-- Opening Marker --

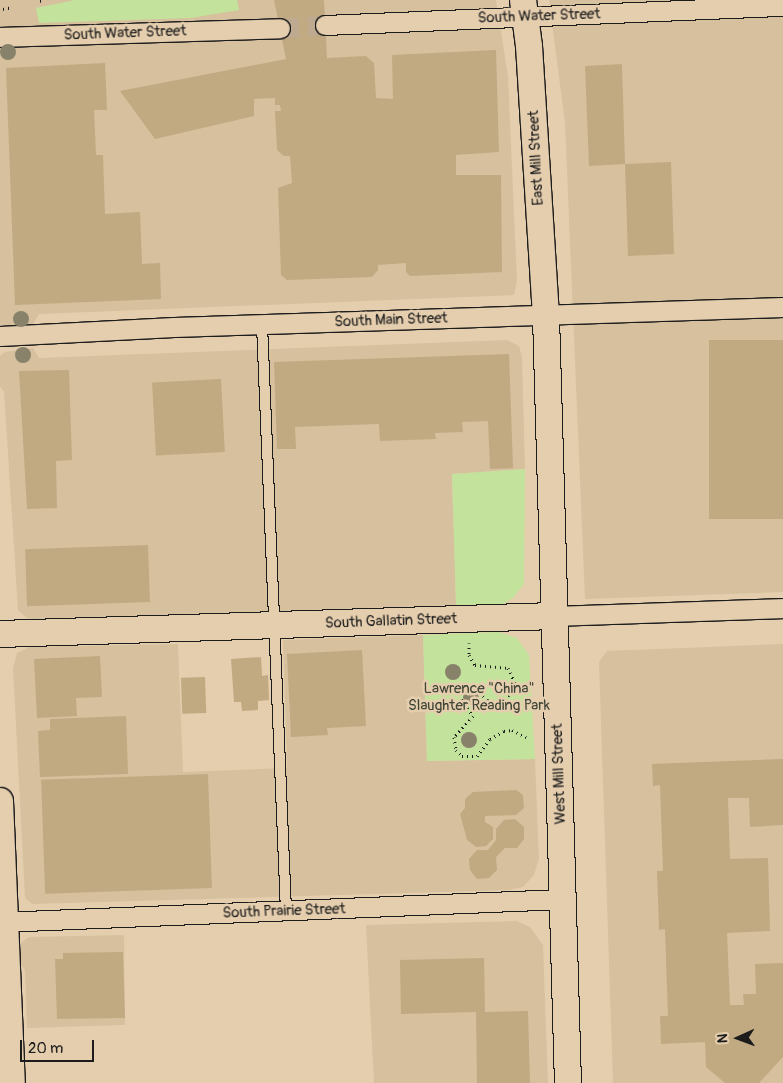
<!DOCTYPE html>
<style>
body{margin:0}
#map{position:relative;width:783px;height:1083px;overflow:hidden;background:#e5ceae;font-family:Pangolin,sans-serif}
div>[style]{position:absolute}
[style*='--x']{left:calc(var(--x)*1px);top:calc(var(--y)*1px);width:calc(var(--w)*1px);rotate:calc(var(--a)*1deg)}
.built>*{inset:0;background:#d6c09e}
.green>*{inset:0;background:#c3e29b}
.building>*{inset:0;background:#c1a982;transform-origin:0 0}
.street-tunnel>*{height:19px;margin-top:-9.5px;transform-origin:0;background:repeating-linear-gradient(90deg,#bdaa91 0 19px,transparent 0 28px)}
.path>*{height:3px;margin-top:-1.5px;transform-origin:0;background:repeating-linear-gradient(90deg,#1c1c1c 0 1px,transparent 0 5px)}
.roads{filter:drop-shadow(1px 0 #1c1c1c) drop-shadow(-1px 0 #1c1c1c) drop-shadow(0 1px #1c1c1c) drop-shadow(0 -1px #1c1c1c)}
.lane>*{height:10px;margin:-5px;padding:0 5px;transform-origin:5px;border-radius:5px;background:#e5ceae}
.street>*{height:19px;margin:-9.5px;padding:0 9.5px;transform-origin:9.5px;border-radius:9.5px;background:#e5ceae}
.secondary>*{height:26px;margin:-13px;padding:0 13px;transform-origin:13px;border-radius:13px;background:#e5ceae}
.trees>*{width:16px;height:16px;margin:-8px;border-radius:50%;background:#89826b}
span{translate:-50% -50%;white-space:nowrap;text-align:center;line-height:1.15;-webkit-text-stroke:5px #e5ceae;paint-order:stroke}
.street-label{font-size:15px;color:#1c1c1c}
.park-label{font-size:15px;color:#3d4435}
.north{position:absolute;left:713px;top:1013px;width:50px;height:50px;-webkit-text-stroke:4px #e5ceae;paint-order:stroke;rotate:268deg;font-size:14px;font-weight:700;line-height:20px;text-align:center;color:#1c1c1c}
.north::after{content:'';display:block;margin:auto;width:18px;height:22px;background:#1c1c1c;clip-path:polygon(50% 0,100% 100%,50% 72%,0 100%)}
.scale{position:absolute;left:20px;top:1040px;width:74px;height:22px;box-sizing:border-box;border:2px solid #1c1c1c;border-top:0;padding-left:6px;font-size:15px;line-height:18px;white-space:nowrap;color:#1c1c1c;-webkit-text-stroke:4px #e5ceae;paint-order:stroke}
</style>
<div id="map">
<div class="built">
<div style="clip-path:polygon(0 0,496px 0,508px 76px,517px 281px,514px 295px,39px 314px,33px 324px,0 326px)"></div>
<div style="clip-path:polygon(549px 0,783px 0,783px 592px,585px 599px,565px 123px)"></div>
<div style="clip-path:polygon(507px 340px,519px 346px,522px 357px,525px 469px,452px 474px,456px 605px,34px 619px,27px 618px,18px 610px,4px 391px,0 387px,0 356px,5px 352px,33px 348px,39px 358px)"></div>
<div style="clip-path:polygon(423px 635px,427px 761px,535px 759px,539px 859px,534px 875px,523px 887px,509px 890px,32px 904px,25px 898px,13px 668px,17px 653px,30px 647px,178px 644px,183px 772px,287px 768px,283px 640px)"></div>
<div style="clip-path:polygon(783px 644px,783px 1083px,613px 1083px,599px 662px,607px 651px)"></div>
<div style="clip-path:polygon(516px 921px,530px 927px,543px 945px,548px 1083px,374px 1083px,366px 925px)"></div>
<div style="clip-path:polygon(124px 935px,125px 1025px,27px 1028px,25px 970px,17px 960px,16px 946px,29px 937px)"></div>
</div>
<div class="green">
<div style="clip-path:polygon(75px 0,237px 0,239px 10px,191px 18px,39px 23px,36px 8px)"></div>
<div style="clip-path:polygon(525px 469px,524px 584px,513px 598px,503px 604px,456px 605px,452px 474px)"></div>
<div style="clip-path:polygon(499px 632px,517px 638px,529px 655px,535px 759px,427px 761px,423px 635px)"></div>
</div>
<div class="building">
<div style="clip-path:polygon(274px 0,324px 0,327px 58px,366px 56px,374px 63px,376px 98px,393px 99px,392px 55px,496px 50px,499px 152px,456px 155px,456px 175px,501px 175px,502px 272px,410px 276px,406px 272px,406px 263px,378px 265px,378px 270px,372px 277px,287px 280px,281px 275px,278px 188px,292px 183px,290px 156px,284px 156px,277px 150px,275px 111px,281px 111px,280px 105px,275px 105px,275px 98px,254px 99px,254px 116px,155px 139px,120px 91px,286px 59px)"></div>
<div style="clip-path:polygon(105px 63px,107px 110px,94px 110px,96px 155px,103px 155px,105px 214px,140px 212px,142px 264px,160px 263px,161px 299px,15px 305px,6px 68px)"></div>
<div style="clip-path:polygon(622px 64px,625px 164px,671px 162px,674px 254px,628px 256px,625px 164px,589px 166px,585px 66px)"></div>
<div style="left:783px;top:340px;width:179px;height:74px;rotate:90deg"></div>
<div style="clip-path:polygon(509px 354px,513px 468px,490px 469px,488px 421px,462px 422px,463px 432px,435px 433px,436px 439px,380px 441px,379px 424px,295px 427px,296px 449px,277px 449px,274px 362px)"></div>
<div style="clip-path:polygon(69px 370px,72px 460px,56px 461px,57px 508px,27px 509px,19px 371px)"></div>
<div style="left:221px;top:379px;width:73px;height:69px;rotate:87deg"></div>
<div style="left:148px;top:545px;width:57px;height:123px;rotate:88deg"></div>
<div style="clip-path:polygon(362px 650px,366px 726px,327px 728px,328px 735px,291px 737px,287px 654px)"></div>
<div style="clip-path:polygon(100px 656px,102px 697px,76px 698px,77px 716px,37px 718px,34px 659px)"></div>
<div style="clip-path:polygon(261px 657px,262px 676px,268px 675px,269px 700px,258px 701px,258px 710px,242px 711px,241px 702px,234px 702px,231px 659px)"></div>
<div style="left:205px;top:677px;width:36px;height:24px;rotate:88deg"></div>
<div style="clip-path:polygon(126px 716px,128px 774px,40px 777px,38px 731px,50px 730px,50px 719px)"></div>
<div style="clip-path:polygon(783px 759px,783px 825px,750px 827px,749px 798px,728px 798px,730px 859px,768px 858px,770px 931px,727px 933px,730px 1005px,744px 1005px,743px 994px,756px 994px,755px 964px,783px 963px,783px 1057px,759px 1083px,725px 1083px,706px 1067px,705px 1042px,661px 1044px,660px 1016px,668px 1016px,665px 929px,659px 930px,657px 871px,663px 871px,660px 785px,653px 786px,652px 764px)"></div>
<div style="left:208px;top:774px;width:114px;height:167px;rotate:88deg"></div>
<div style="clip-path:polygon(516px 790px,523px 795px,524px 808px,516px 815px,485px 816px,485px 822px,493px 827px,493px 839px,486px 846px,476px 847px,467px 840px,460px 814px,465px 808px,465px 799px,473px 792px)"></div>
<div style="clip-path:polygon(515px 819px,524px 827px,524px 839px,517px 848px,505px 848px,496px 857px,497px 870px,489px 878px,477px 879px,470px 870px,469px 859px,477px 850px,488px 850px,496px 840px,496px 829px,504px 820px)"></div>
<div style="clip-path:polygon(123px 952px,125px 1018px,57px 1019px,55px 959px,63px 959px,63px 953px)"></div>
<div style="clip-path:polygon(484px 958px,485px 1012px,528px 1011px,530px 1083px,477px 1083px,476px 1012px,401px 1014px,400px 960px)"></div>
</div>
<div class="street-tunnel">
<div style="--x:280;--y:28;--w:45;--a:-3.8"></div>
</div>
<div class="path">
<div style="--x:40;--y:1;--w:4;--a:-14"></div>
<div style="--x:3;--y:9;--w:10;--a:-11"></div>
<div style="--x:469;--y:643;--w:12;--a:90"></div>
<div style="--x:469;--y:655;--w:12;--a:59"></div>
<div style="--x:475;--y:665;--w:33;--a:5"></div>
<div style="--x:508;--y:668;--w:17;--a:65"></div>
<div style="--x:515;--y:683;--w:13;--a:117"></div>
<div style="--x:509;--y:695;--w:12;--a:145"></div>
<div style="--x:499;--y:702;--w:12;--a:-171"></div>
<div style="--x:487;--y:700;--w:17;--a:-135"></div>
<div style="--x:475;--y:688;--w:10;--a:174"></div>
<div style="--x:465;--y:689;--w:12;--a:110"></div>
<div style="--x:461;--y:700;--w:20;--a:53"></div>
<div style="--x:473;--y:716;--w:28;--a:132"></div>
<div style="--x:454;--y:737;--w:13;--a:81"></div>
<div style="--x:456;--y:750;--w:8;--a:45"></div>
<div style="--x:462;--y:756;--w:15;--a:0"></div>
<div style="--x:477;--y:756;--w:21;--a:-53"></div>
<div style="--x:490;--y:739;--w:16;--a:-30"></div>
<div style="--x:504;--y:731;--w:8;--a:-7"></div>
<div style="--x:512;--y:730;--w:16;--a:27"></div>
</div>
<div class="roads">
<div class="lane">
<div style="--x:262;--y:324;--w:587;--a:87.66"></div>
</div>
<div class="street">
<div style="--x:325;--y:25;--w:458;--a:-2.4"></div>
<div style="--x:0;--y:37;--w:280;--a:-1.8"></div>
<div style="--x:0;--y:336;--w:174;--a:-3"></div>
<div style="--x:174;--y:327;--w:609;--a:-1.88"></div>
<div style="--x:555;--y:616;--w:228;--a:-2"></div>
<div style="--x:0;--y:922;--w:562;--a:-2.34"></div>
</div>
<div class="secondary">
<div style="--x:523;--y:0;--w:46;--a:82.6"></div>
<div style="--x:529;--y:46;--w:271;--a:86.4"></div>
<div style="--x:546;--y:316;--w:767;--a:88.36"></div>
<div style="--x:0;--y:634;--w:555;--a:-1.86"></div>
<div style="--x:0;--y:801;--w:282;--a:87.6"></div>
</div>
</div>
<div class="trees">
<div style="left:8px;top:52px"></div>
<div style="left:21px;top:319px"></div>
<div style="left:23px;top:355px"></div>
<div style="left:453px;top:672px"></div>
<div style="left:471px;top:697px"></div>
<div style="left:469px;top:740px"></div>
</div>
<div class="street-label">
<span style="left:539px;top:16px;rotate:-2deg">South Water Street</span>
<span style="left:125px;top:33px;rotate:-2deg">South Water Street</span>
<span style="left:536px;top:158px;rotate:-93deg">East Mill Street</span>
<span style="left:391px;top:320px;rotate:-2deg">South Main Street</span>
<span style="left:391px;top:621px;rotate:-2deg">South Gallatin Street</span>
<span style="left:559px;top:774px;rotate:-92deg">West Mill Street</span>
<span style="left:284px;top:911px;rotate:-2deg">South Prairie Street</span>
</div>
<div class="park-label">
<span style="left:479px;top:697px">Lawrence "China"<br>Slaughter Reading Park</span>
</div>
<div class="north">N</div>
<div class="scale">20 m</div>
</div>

-- Closing Marker --

## ABOUT THIS EXERCISE
Without any pictures, output exactly the lines from the start of the material through the line that contains "0 #1c1c1c) drop-shadow(-1px", and only those.

## TASK RESPONSE
<!DOCTYPE html>
<style>
body{margin:0}
#map{position:relative;width:783px;height:1083px;overflow:hidden;background:#e5ceae;font-family:Pangolin,sans-serif}
div>[style]{position:absolute}
[style*='--x']{left:calc(var(--x)*1px);top:calc(var(--y)*1px);width:calc(var(--w)*1px);rotate:calc(var(--a)*1deg)}
.built>*{inset:0;background:#d6c09e}
.green>*{inset:0;background:#c3e29b}
.building>*{inset:0;background:#c1a982;transform-origin:0 0}
.street-tunnel>*{height:19px;margin-top:-9.5px;transform-origin:0;background:repeating-linear-gradient(90deg,#bdaa91 0 19px,transparent 0 28px)}
.path>*{height:3px;margin-top:-1.5px;transform-origin:0;background:repeating-linear-gradient(90deg,#1c1c1c 0 1px,transparent 0 5px)}
.roads{filter:drop-shadow(1px 0 #1c1c1c) drop-shadow(-1px 0 #1c1c1c) drop-shadow(0 1px #1c1c1c) drop-shadow(0 -1px #1c1c1c)}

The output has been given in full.